Like a dying duck in a thunderstorm
Necrophiliac ducks, duck murderers, murderous ducks, and totally true facts about storms
In honour of one of my favourite figures of speech, week 2 of duck month (this is what everybody calls June now) is going to be a list of both duck and thunderstorm related stuff. The thunderstorm ‘facts’ are from an old piece of writing I did for mine and Sophies Amtrak Adventures zine, inspired by a terrifying storm1 in Terlingua.
Next week is a piece on death and ducks and magical thinking, the week after is a piece on ducks and romance.
Duck stuff - featuring lots and lots of links
I went to a mediocre Medieval fair last weekend and all I got was this really beautiful book on ducks2
Wikipedia’s List of birds displaying homosexual behaviour - featuring lots of ducks
A Lorca poem that starts
Beneath the multiplications
is a drop of duck’s blood.
Beneath the divisions
is a drop of sailor’s blood.
Beneath the additions, a river of tender blood,
a wending river that singsMartin Maurer’s Big Duck building in Flanders, New York. Originally built in 1931, as a shop to sell ducks and duck eggs.

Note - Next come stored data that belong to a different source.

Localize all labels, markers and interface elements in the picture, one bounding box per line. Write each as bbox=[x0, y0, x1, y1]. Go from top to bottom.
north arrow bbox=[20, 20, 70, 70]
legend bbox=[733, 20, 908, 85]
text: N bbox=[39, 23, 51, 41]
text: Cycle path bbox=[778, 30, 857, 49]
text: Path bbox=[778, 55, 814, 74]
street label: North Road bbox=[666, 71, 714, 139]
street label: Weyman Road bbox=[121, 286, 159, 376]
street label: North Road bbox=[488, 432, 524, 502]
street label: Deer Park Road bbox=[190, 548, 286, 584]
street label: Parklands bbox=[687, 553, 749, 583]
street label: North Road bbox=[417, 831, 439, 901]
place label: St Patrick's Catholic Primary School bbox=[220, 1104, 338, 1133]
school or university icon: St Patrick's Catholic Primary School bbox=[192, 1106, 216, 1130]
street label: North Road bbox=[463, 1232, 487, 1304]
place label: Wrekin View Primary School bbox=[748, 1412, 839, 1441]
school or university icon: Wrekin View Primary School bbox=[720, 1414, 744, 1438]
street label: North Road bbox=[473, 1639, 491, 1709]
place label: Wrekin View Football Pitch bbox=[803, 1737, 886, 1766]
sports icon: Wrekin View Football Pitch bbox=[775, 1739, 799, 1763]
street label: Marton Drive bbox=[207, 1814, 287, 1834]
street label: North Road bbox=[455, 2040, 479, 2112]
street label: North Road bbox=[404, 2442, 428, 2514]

Longboi, the “unusually tall duck” from York university who went viral in 2021.
Fun duck headlines. A 19 year old piece from The Guardian - Necrophilia among ducks ruffles research feathers or this piece from The Register - Boffin honoured for necrophile gay duck paper.
A Basho haiku
The sea darkens;
the voices of the wild ducks
are faintly white.The world’s loneliest duck, who lived and died on the island of Niue. He was blown in on a storm, and he lived in a puddle.
An academic paper I would like to read (but I don’t have a login for JSTOR) - "Like a Dying Duck in a Thunderstorm": Complex Weather Systems through the Lens of Folk Belief and Language
the article examines the intersection between science and the supernatural and the ways in which magical thinking can transform these observations into folklore. KEYWORDS: ducks, weather, superstitions, supernatural, science
True facts about storms
At any given moment there are approximately 2000 storms happening somewhere in the world. Each one is meant for one person only, you will know in your heart of hearts if the storm is yours or not.
If you are born during a storm you will become a successful artist but you will never know how to be faithful.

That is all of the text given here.